- Exercise goal -
Please copy out the lines in the entries that contain "show".

- Source data -
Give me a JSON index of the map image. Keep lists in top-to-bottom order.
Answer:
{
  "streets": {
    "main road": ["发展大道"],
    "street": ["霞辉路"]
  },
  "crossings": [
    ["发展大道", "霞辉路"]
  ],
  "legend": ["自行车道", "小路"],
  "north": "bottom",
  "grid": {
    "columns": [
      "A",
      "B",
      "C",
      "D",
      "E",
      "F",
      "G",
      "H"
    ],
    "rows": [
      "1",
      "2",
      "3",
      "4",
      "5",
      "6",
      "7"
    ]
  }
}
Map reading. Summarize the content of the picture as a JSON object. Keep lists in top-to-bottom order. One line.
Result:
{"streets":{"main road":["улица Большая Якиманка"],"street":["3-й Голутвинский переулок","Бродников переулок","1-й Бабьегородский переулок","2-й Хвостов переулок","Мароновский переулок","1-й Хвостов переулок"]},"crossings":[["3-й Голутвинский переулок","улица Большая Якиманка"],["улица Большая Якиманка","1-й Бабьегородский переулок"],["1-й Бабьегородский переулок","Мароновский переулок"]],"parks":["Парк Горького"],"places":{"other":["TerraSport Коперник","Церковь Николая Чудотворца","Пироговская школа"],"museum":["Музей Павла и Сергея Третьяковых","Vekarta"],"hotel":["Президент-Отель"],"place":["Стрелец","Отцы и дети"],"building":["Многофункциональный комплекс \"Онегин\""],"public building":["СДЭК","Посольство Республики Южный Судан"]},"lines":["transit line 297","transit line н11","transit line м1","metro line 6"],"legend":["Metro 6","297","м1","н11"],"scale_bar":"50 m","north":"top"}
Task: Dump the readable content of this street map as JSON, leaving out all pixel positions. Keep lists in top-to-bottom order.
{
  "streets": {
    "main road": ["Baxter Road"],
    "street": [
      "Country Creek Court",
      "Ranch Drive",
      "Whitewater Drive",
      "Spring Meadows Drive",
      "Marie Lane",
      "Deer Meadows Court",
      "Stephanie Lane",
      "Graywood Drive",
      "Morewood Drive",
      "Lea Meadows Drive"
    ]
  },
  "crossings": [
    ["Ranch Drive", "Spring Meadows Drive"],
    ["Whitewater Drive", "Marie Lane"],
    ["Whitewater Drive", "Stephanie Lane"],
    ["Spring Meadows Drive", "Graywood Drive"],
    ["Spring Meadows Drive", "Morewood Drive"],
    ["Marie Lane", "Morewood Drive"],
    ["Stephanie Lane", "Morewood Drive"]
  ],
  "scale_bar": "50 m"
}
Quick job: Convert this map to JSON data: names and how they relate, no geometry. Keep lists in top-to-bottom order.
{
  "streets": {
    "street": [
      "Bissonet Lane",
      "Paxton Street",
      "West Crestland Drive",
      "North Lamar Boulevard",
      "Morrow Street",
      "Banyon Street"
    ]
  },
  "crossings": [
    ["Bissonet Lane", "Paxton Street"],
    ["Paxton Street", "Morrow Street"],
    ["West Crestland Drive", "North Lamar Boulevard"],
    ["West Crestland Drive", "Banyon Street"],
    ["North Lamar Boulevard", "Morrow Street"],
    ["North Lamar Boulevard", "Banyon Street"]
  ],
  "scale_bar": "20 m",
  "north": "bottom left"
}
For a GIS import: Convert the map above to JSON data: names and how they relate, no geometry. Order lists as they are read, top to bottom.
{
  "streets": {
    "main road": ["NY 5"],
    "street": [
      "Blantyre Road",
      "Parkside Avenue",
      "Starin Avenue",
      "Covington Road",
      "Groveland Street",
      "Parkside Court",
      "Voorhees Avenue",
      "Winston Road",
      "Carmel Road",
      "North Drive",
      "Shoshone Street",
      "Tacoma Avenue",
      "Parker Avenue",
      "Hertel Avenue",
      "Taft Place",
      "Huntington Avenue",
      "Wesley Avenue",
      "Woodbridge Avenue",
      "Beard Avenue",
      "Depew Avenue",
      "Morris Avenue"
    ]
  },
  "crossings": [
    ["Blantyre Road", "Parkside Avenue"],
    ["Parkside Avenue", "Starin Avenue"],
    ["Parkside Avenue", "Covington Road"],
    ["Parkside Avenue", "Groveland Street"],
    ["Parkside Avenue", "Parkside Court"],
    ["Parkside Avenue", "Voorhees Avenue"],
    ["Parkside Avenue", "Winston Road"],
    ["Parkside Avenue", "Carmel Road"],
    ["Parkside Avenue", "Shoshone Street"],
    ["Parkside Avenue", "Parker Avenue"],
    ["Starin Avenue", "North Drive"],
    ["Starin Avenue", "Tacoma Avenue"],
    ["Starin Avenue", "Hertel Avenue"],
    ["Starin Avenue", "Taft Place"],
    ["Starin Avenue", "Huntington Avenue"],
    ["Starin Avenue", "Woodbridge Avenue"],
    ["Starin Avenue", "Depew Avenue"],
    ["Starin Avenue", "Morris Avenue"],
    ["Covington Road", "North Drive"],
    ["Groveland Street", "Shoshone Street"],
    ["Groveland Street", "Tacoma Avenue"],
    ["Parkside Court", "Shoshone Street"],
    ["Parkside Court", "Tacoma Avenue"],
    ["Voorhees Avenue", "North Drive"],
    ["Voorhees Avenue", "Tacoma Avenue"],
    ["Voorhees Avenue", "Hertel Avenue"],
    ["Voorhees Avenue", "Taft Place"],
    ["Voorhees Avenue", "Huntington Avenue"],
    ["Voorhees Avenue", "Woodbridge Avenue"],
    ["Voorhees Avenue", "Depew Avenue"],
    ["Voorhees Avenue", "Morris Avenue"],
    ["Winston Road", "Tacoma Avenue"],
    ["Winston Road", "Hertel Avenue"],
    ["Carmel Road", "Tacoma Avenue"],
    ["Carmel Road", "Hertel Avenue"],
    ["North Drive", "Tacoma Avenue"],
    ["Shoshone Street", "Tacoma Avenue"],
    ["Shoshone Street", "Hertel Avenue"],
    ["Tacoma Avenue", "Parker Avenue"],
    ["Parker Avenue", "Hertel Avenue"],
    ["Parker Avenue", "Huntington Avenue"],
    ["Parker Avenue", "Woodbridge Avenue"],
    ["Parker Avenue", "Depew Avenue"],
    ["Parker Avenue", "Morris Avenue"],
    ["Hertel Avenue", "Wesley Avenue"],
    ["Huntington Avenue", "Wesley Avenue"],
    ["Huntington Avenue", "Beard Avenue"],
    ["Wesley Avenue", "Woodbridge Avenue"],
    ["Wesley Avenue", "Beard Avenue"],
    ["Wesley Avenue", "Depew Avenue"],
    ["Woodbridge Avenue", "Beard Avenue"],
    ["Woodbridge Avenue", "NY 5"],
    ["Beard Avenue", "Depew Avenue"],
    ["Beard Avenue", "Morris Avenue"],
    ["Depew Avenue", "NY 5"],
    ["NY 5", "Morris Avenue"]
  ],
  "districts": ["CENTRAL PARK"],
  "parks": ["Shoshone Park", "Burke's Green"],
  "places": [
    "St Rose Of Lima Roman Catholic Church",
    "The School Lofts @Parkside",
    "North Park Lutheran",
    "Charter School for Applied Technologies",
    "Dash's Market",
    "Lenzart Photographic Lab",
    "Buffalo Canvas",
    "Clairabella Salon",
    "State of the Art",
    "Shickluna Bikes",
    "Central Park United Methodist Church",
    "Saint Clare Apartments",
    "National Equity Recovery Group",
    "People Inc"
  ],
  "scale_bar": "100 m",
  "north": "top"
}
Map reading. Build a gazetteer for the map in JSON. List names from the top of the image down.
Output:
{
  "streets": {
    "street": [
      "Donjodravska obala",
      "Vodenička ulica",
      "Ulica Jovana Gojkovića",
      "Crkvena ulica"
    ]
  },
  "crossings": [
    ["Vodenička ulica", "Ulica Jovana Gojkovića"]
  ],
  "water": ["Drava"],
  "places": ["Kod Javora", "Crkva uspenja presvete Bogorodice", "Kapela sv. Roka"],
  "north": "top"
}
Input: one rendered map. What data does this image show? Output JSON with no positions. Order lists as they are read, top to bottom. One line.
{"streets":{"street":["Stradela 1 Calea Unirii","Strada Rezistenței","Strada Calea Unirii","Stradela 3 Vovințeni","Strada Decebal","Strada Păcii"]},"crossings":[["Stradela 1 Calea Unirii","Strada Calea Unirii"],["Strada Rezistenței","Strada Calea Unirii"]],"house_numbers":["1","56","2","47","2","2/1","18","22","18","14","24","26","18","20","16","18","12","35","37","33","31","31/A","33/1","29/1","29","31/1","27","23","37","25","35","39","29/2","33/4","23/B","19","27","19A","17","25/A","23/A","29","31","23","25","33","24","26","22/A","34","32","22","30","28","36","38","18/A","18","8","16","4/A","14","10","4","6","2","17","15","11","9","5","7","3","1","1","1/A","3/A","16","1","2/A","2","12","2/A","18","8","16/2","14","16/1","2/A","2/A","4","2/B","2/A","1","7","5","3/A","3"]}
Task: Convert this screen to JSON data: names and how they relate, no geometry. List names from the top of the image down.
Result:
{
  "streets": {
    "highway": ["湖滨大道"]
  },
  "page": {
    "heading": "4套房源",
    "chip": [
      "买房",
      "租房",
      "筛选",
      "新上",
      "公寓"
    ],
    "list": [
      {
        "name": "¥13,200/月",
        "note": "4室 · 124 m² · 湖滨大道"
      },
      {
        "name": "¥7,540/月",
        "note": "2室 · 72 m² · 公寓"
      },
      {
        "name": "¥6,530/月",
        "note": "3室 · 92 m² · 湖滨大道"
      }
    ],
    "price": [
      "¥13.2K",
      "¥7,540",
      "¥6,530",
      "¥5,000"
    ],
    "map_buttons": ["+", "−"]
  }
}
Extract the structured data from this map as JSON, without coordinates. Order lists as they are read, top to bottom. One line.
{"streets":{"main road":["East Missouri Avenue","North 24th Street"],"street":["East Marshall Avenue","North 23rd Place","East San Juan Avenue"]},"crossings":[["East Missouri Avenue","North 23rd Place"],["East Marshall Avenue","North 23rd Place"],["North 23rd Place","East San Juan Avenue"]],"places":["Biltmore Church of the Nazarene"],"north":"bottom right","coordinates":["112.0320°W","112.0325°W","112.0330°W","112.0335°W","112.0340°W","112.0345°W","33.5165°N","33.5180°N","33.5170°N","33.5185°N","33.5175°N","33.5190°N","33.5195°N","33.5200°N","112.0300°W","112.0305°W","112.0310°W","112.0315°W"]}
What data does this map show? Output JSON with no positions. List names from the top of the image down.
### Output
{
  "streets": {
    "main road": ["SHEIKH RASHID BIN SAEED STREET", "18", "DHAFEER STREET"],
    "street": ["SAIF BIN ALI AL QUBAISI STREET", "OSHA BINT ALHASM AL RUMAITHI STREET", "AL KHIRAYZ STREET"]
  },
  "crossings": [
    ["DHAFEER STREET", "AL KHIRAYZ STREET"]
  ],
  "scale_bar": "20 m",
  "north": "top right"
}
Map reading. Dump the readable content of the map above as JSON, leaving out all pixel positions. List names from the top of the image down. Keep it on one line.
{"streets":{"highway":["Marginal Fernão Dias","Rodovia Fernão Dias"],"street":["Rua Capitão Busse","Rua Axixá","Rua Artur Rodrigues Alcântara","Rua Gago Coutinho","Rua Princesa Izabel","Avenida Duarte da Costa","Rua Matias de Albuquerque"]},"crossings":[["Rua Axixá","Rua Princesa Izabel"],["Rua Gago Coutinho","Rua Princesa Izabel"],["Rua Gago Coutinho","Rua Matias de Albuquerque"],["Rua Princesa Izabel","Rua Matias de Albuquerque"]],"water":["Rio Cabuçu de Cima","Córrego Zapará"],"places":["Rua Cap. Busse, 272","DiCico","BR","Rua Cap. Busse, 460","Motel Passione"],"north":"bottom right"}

- Exercise output -
Input: one rendered map. What data does this image show? Output JSON with no positions. Order lists as they are read, top to bottom. One line.
What data does this map show? Output JSON with no positions. List names from the top of the image down.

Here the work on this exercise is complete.